Stored entries:
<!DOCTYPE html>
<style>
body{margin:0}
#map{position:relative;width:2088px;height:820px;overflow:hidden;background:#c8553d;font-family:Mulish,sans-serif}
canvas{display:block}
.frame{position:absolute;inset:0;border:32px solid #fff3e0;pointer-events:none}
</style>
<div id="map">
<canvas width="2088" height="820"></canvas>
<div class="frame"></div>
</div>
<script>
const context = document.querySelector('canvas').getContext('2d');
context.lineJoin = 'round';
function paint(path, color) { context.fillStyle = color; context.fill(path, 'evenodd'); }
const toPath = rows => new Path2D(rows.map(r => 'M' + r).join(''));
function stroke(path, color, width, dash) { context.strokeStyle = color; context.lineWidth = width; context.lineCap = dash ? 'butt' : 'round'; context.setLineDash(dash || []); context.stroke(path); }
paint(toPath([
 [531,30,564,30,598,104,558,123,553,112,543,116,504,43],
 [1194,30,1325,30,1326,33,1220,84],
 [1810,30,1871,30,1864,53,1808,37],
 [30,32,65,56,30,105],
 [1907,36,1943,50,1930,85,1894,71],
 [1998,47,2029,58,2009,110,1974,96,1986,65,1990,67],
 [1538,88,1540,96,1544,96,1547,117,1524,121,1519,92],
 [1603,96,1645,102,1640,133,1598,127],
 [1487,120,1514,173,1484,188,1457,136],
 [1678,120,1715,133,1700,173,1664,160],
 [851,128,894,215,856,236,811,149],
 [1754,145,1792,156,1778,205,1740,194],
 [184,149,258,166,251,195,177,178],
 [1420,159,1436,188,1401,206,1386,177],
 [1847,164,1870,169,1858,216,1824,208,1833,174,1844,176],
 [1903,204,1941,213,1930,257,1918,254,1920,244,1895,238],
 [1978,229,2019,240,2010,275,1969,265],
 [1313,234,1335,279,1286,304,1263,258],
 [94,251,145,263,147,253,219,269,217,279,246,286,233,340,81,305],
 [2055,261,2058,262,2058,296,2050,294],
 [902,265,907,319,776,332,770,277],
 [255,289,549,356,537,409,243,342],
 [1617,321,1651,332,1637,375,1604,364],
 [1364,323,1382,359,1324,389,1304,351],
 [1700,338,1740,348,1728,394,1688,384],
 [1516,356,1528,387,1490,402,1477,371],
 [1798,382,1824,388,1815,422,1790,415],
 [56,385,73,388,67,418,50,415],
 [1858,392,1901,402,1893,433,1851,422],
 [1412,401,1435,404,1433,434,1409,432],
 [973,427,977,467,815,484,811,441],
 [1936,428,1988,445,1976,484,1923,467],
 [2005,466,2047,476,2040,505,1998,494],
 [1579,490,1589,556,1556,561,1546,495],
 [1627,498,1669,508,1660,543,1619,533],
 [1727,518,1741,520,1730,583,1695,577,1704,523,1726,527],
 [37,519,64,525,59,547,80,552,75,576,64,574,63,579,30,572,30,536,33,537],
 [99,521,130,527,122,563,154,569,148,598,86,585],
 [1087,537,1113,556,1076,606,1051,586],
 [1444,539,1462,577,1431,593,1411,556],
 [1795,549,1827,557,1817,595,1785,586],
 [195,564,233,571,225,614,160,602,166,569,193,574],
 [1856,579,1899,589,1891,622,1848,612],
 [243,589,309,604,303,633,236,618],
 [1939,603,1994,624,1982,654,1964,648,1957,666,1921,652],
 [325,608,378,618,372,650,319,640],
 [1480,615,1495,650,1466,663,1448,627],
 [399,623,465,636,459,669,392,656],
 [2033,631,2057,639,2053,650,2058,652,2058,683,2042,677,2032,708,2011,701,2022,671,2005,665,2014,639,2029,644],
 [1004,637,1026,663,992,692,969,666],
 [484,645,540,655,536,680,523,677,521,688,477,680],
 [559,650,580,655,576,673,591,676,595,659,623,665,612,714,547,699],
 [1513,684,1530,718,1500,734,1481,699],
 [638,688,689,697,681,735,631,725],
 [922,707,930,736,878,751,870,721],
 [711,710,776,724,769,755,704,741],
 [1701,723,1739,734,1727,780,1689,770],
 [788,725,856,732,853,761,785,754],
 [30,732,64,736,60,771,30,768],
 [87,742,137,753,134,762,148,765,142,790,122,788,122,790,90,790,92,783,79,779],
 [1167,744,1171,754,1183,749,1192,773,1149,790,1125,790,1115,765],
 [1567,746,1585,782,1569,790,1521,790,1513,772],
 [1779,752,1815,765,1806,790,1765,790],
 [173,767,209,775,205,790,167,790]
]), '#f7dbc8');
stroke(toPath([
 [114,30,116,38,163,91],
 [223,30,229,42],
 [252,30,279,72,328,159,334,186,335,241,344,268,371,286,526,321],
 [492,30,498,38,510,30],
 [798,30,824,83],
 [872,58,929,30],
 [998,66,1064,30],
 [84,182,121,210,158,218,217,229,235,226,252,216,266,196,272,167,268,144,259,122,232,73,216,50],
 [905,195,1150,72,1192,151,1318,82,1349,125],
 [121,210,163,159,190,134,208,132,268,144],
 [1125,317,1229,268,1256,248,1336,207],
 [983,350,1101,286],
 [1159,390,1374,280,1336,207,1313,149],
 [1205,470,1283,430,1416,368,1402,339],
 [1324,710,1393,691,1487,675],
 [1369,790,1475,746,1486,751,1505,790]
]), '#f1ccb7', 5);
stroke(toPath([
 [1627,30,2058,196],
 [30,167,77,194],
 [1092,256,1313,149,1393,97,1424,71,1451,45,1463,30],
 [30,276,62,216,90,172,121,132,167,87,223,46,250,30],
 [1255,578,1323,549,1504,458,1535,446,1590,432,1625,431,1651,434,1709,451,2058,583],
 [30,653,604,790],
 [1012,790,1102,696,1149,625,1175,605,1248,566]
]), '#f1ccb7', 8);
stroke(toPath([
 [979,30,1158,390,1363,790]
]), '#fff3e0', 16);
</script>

§ **Task description**: Copy each line of the data that contains the word "canvas".

§ **Answer section**:
canvas{display:block}
<canvas width="2088" height="820"></canvas>
const context = document.querySelector('canvas').getContext('2d');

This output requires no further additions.